**Data supplied**.
►

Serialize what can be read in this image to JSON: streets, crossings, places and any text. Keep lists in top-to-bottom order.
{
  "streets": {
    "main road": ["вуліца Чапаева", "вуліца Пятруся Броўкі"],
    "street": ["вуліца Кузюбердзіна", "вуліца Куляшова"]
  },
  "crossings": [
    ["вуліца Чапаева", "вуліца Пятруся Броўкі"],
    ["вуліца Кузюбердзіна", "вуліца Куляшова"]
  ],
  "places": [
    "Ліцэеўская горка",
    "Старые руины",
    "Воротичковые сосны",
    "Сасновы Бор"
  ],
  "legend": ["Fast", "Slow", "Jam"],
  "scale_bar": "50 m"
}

◄

**Goal of the exercise**. Line by line, retype the records with no changes.

**Result of the exercise**.
Serialize what can be read in this image to JSON: streets, crossings, places and any text. Keep lists in top-to-bottom order.
{
  "streets": {
    "main road": ["вуліца Чапаева", "вуліца Пятруся Броўкі"],
    "street": ["вуліца Кузюбердзіна", "вуліца Куляшова"]
  },
  "crossings": [
    ["вуліца Чапаева", "вуліца Пятруся Броўкі"],
    ["вуліца Кузюбердзіна", "вуліца Куляшова"]
  ],
  "places": [
    "Ліцэеўская горка",
    "Старые руины",
    "Воротичковые сосны",
    "Сасновы Бор"
  ],
  "legend": ["Fast", "Slow", "Jam"],
  "scale_bar": "50 m"
}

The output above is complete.